Ntokozo Khumalo10 April 2025 | 7:25

NPA reopening inquests into deaths of Albert Luthuli, Griffiths Mxenge

This is a collaborative attempt to have the initial findings of the activists' deaths overturned.

NPA reopening inquests into deaths of Albert Luthuli, Griffiths Mxenge

FILE: National Prosecuting Authority offices in Pretoria.
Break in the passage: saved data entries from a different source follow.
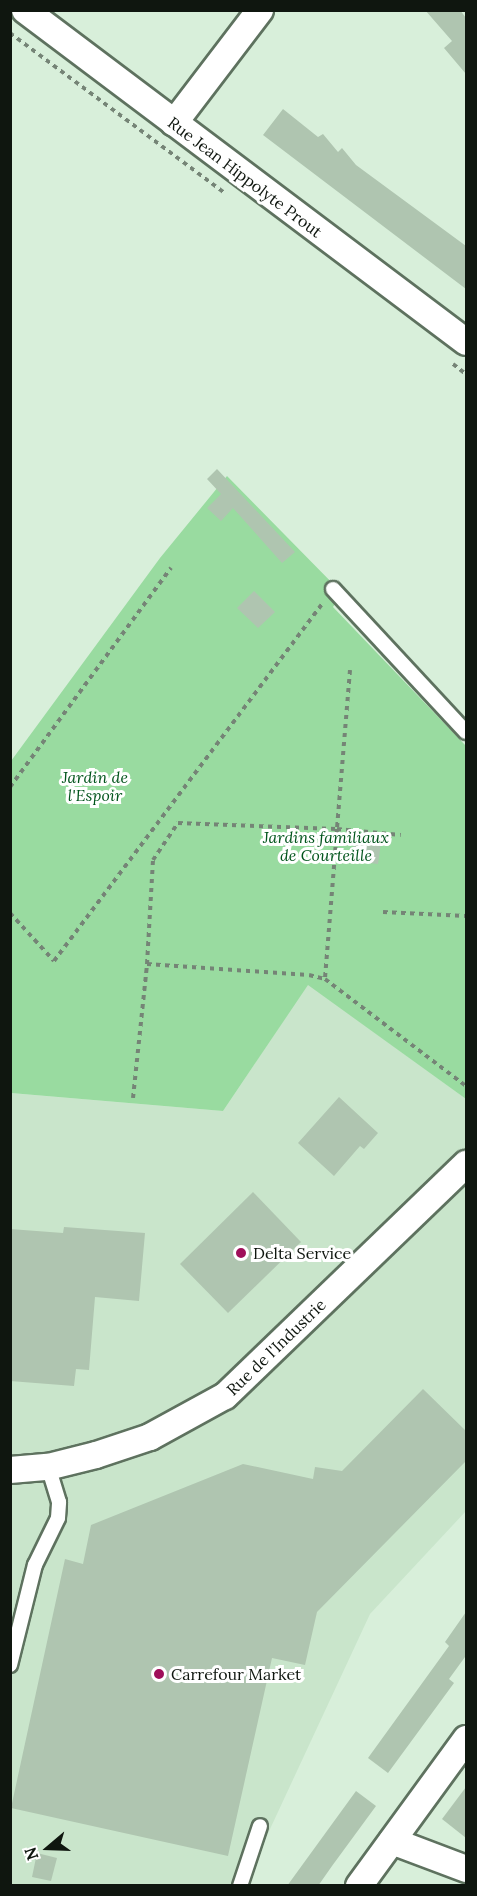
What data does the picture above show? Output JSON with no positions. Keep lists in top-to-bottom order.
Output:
{
  "streets": {
    "street": ["Rue Jean Hippolyte Prout", "Rue de l'Industrie"]
  },
  "parks": ["Jardin de l'Espoir", "Jardins familiaux de Courteille"],
  "places": ["Delta Service", "Carrefour Market"],
  "north": "left"
}
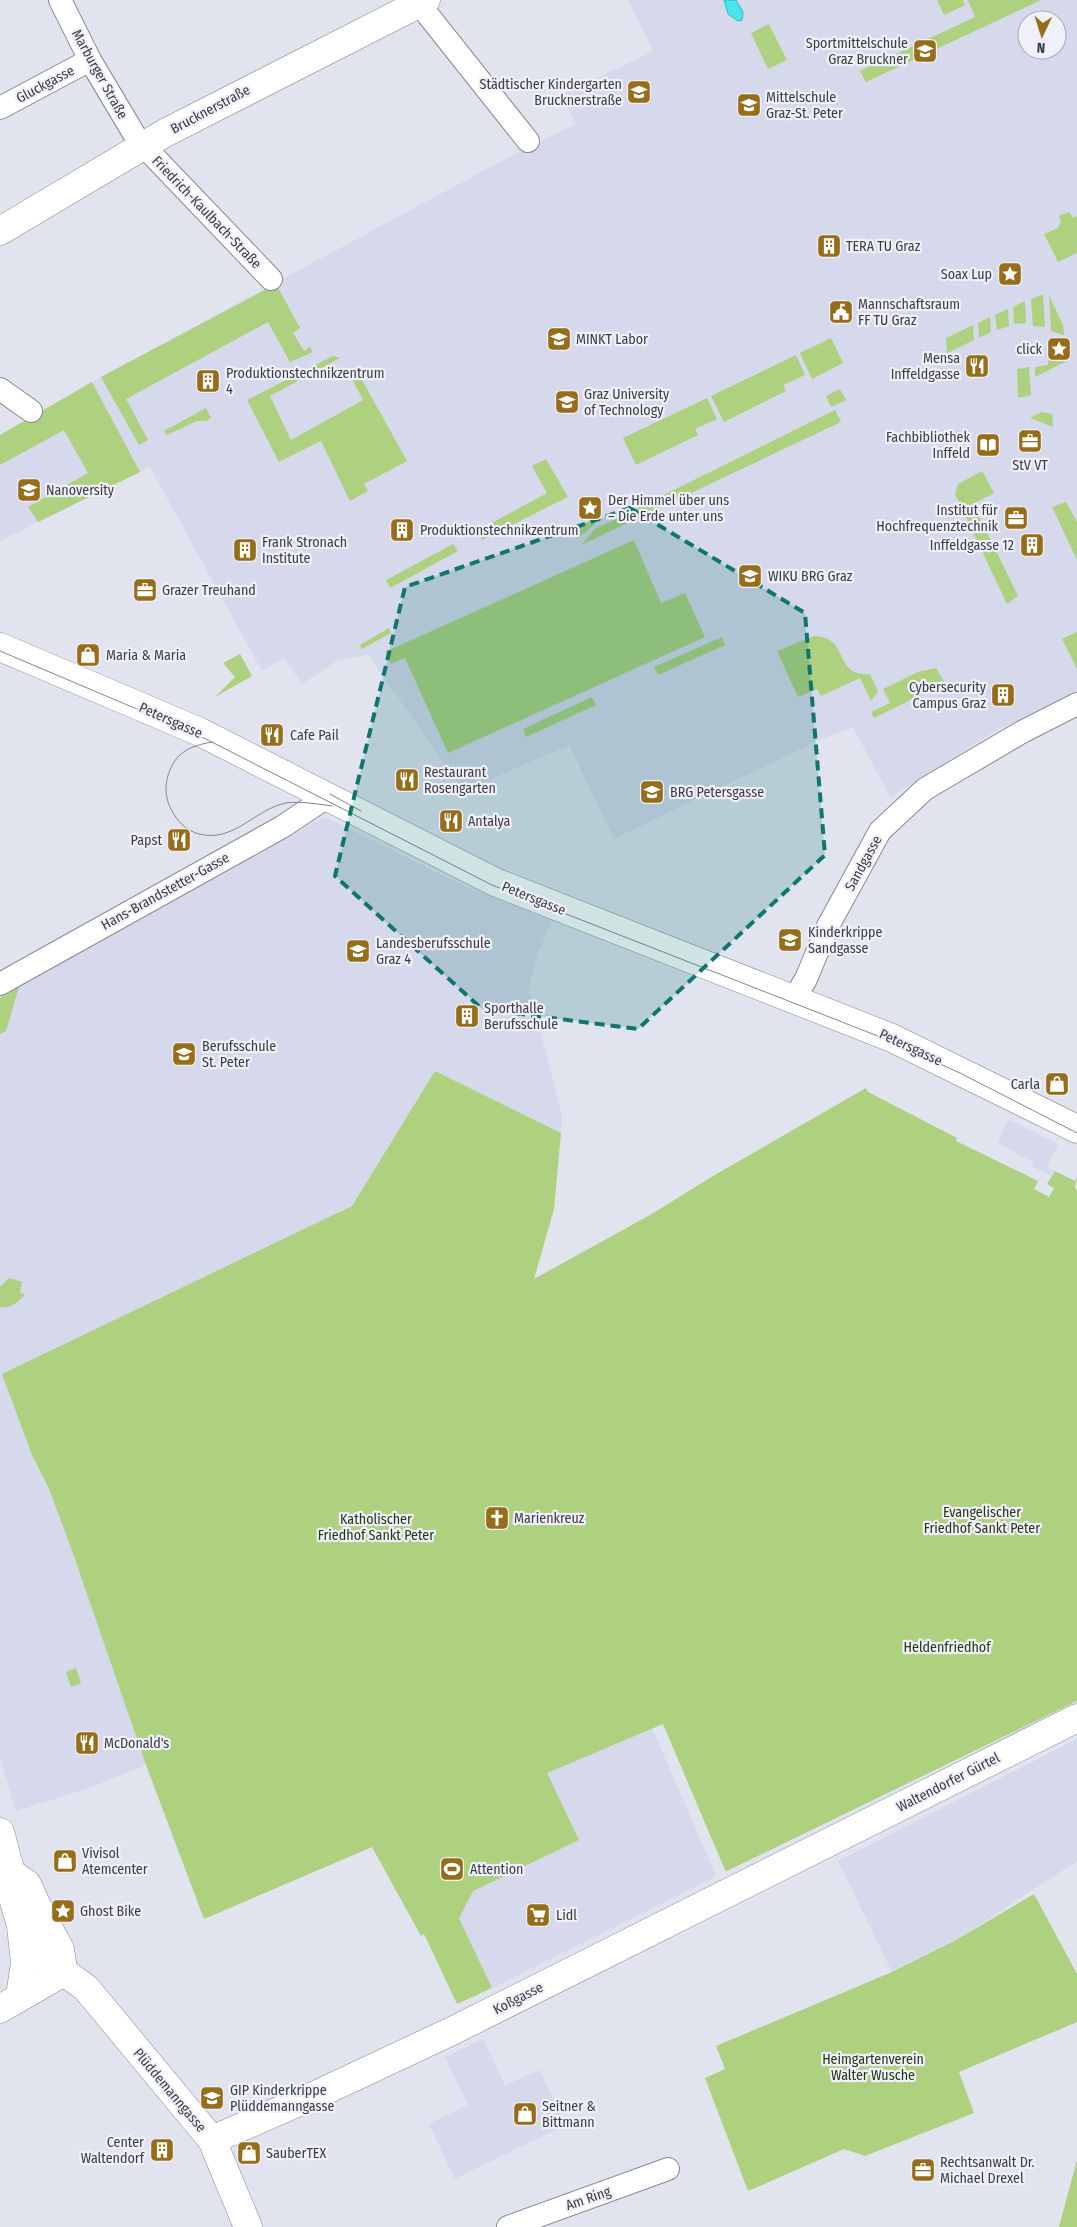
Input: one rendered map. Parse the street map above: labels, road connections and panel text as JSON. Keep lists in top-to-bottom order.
{
  "streets": {
    "main road": [
      "Brucknerstraße",
      "Petersgasse",
      "Waltendorfer Gürtel",
      "Koßgasse",
      "Plüddemanngasse"
    ],
    "street": [
      "Marburger Straße",
      "Gluckgasse",
      "Friedrich-Kaulbach-Straße",
      "Sandgasse",
      "Hans-Brandstetter-Gasse",
      "Am Ring"
    ]
  },
  "crossings": [
    ["Marburger Straße", "Gluckgasse"],
    ["Marburger Straße", "Brucknerstraße"],
    ["Marburger Straße", "Friedrich-Kaulbach-Straße"],
    ["Brucknerstraße", "Friedrich-Kaulbach-Straße"],
    ["Petersgasse", "Sandgasse"],
    ["Petersgasse", "Hans-Brandstetter-Gasse"],
    ["Waltendorfer Gürtel", "Koßgasse"],
    ["Koßgasse", "Plüddemanngasse"]
  ],
  "parks": [
    "Evangelischer Friedhof Sankt Peter",
    "Katholischer Friedhof Sankt Peter",
    "Heldenfriedhof",
    "Heimgartenverein Walter Wusche"
  ],
  "places": {
    "school or university": [
      "Sportmittelschule Graz Bruckner",
      "Städtischer Kindergarten Brucknerstraße",
      "Mittelschule Graz-St. Peter",
      "MINKT Labor",
      "Graz University of Technology",
      "Nanoversity",
      "WIKU BRG Graz",
      "BRG Petersgasse",
      "Kinderkrippe Sandgasse",
      "Landesberufsschule Graz 4",
      "Berufsschule St. Peter",
      "GIP Kinderkrippe Plüddemanngasse"
    ],
    "building": [
      "TERA TU Graz",
      "Produktionstechnikzentrum 4",
      "Produktionstechnikzentrum",
      "Inffeldgasse 12",
      "Frank Stronach Institute",
      "Cybersecurity Campus Graz",
      "Sporthalle Berufsschule",
      "Center Waltendorf"
    ],
    "place": [
      "Soax Lup",
      "click",
      "Der Himmel über uns – Die Erde unter uns",
      "Ghost Bike"
    ],
    "public building": ["Mannschaftsraum FF TU Graz"],
    "restaurant": [
      "Mensa Inffeldgasse",
      "Cafe Pail",
      "Restaurant Rosengarten",
      "Antalya",
      "Papst",
      "McDonald's"
    ],
    "office": [
      "StV VT",
      "Institut für Hochfrequenztechnik",
      "Grazer Treuhand",
      "Rechtsanwalt Dr. Michael Drexel"
    ],
    "library": ["Fachbibliothek Inffeld"],
    "shop": [
      "Maria & Maria",
      "Carla",
      "Vivisol Atemcenter",
      "Seitner & Bittmann",
      "SauberTEX"
    ],
    "church": ["Marienkreuz"],
    "sports": ["Attention"],
    "supermarket": ["Lidl"]
  },
  "north": "bottom"
}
Picture: Eyewitness News

JOHANNESBURG - The National Prosecuting Authority (NPA) has announced it will reopen the inquests into the deaths of anti-apartheid activists Chief Albert Luthuli and Griffiths Mxenge.

This is a collaborative attempt to have the initial findings of the activists' deaths overturned.

KwaZulu-Natal (KZN) NPA, the Truth and Reconciliation Commission (TRC), and the National Archives will place two concurrent inquests in the Pietermaritzburg High Court on Monday.

The NPA announced that it would be looking into the deaths of the two activists, whose families were left with no closure.

Luthuli, former African National Congress (ANC) president and Zulu chief, was allegedly run over by a goods train in 1967.

Mxenge, a founding member of Lawyers for Human Rights, faced a brutal end when he was stabbed 45 times in Umlazi, Durban, in 1981.

According to a presiding judge of that time, Chief Luthuli’s case was found to not have any criminal culpability.

In Mxenge’s case, the people who were responsible for his death were granted amnesty.

KZN NPA spokesperson Natasha Ramkisson-Kara said: "Following the collaboration between the NPA KZN TRC Unit and the NPA TRC Unit at the national office, the DPCI [Directorate for Priority Crime Investigation] and the National Archives, the NPA will be presenting evidence before the court in an attempt to have the initial findings into the deaths of Chief Luthuli and Mxenge overturned. The purpose of inquests is to determine how a person died and if anyone should be held responsible for their death."

Ramkisson-Kara also mentioned that this inquest served as a means to address the atrocities of the past.